■ **Task statement**
Starting from the top of the entries below and ending with the line containing "ctx.font = font", restate every line word for word, pictures omitted.
————————
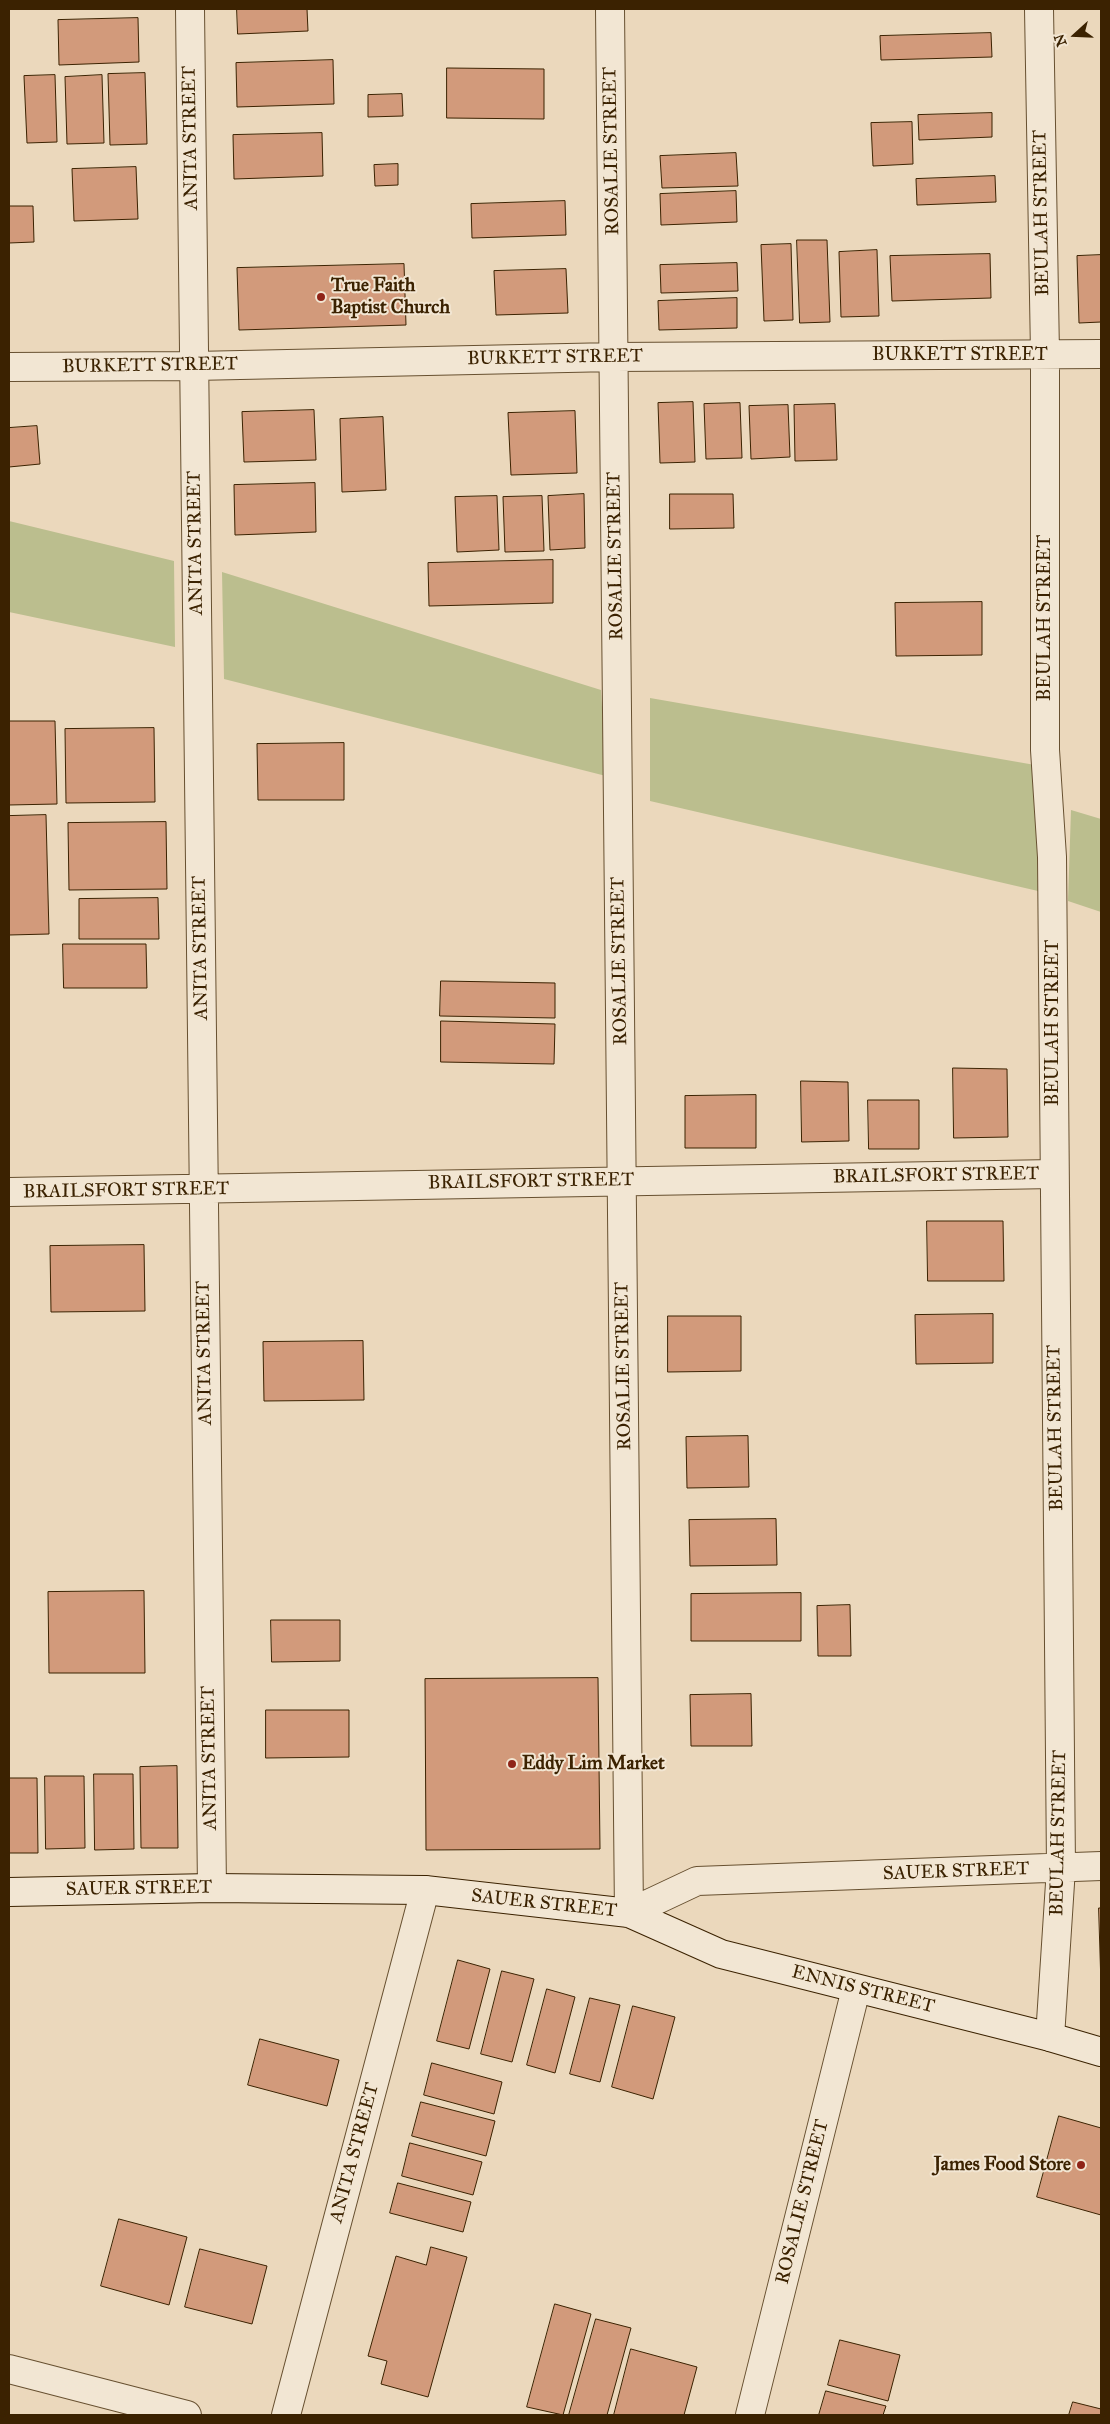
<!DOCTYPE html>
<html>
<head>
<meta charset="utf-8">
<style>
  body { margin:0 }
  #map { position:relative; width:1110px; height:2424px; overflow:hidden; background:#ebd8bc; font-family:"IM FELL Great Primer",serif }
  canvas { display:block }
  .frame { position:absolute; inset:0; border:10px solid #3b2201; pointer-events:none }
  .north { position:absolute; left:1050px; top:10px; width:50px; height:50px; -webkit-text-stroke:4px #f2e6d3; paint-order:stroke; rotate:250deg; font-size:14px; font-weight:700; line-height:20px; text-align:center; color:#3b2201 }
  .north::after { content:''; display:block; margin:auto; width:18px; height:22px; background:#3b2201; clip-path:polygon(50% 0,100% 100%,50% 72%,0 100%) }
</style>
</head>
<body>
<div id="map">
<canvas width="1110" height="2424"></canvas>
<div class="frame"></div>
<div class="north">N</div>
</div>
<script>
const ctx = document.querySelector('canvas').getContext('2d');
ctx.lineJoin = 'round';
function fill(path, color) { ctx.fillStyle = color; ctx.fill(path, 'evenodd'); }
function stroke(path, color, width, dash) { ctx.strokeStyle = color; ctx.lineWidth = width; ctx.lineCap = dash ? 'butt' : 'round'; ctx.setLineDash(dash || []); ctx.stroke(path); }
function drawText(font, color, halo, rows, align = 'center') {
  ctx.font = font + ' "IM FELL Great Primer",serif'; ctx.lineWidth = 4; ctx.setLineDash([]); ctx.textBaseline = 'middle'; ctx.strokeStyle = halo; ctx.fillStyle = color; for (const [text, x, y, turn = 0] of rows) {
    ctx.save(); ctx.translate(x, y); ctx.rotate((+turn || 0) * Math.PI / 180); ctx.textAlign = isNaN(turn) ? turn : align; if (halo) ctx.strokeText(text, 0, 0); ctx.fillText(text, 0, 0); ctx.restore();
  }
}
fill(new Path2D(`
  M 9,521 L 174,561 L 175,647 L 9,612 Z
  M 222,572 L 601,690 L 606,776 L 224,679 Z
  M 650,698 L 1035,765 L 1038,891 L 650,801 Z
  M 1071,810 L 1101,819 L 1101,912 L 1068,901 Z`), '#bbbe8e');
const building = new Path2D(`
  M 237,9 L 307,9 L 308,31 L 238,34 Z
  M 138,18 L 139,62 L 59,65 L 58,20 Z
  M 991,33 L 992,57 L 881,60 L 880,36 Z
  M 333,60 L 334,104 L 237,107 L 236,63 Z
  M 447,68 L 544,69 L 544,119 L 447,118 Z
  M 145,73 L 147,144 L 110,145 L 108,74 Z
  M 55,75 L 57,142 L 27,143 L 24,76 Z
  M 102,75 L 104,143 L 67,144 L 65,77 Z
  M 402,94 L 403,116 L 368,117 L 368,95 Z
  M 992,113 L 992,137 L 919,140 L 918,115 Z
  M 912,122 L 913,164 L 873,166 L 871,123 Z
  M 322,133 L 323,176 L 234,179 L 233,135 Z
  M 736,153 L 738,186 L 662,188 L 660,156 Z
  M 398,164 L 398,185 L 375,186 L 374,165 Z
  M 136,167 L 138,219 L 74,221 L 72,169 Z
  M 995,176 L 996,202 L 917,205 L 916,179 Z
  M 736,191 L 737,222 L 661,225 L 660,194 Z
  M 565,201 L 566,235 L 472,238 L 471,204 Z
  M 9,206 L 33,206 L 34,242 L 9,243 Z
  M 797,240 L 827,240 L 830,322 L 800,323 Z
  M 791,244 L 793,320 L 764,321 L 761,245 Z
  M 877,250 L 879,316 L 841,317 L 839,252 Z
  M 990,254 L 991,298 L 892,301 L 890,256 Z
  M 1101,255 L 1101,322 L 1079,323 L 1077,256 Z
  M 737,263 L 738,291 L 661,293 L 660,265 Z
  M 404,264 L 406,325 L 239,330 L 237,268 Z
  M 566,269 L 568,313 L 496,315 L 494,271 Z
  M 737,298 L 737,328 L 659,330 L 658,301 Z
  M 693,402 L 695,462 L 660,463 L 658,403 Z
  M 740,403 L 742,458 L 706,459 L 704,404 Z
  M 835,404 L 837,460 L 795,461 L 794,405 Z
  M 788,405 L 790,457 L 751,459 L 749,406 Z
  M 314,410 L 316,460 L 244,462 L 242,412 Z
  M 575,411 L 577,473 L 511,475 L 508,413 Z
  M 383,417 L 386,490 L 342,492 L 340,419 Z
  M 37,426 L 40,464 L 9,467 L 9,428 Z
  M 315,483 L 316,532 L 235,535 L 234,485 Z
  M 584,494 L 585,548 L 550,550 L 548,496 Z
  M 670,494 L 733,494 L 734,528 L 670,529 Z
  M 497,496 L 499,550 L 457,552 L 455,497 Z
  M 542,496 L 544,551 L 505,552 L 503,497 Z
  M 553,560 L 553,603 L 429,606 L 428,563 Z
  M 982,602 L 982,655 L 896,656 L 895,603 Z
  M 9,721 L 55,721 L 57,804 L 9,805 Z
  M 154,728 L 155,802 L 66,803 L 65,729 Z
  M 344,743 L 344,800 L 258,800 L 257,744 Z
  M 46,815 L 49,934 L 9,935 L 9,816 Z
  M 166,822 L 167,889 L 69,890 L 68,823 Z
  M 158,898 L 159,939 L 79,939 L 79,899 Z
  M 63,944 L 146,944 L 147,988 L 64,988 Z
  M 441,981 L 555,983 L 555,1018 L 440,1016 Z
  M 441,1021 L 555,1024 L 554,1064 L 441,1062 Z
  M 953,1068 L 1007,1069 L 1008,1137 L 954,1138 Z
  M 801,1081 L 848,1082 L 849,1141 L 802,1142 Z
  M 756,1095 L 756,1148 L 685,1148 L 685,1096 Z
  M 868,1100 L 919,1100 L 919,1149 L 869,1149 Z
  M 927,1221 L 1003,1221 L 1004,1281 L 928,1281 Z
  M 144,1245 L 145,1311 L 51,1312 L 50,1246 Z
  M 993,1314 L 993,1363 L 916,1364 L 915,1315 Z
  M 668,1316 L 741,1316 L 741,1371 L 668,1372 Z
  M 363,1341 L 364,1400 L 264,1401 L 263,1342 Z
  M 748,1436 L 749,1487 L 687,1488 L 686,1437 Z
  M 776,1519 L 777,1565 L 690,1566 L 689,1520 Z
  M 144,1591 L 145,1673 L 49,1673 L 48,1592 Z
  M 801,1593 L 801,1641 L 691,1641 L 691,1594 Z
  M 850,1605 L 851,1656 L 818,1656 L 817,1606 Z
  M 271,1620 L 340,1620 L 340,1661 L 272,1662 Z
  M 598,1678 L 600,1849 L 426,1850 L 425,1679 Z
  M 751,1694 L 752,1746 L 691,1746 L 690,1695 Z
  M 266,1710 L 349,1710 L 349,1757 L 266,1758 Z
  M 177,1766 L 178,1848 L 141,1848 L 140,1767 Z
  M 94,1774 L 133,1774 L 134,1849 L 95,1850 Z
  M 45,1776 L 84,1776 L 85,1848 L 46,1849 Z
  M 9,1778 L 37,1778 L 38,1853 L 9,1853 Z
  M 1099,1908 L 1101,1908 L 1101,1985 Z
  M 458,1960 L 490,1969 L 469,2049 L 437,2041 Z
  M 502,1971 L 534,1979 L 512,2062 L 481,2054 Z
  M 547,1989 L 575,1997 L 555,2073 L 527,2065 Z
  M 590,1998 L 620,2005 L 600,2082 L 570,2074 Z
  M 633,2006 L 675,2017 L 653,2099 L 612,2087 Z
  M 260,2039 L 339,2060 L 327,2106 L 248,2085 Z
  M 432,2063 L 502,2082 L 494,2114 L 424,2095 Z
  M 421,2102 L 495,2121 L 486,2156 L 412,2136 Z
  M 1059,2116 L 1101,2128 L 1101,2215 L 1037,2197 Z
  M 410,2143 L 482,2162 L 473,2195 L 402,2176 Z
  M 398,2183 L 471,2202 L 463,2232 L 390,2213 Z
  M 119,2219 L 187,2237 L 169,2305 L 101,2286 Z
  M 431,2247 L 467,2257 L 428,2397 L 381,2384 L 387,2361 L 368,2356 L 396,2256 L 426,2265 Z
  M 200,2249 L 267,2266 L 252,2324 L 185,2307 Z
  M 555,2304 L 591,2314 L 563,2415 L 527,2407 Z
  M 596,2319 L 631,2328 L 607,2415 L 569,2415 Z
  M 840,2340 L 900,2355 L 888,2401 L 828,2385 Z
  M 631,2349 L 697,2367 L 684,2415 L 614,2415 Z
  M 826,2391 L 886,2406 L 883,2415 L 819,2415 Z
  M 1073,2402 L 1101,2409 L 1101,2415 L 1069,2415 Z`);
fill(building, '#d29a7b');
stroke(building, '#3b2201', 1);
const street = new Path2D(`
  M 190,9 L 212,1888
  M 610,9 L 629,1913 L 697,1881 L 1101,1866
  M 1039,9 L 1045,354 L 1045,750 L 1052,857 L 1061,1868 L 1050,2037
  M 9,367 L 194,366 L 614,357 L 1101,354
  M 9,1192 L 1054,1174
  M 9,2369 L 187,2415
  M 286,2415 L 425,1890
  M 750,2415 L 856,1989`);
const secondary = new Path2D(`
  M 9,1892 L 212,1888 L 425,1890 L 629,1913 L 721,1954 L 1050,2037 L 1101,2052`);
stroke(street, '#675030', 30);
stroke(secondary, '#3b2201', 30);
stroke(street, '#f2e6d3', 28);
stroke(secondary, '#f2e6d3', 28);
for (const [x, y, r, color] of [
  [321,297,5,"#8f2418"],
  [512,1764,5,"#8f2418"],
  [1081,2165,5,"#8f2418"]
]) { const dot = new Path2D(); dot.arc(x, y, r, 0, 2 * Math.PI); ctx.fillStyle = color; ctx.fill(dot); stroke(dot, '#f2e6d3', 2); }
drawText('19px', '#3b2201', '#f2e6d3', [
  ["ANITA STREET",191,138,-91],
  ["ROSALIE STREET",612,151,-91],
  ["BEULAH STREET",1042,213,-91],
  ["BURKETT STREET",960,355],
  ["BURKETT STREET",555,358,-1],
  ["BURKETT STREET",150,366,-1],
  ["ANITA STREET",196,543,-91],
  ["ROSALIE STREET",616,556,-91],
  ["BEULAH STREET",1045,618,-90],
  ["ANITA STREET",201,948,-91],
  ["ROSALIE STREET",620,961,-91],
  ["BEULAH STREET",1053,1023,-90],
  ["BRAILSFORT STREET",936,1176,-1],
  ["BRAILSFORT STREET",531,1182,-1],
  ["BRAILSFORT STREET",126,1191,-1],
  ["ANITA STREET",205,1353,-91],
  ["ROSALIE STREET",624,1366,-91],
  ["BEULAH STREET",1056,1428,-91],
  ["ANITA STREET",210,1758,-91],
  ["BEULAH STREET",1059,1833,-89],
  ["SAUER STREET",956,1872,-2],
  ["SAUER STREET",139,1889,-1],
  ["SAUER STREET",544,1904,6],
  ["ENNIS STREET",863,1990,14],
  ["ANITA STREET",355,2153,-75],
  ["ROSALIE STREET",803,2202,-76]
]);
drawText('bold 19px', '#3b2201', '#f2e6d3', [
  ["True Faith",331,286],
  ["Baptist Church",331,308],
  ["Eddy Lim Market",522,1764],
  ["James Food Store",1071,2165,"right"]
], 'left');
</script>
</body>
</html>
————————
■ **Solution**
<!DOCTYPE html>
<html>
<head>
<meta charset="utf-8">
<style>
  body { margin:0 }
  #map { position:relative; width:1110px; height:2424px; overflow:hidden; background:#ebd8bc; font-family:"IM FELL Great Primer",serif }
  canvas { display:block }
  .frame { position:absolute; inset:0; border:10px solid #3b2201; pointer-events:none }
  .north { position:absolute; left:1050px; top:10px; width:50px; height:50px; -webkit-text-stroke:4px #f2e6d3; paint-order:stroke; rotate:250deg; font-size:14px; font-weight:700; line-height:20px; text-align:center; color:#3b2201 }
  .north::after { content:''; display:block; margin:auto; width:18px; height:22px; background:#3b2201; clip-path:polygon(50% 0,100% 100%,50% 72%,0 100%) }
</style>
</head>
<body>
<div id="map">
<canvas width="1110" height="2424"></canvas>
<div class="frame"></div>
<div class="north">N</div>
</div>
<script>
const ctx = document.querySelector('canvas').getContext('2d');
ctx.lineJoin = 'round';
function fill(path, color) { ctx.fillStyle = color; ctx.fill(path, 'evenodd'); }
function stroke(path, color, width, dash) { ctx.strokeStyle = color; ctx.lineWidth = width; ctx.lineCap = dash ? 'butt' : 'round'; ctx.setLineDash(dash || []); ctx.stroke(path); }
function drawText(font, color, halo, rows, align = 'center') {
  ctx.font = font + ' "IM FELL Great Primer",serif'; ctx.lineWidth = 4; ctx.setLineDash([]); ctx.textBaseline = 'middle'; ctx.strokeStyle = halo; ctx.fillStyle = color; for (const [text, x, y, turn = 0] of rows) {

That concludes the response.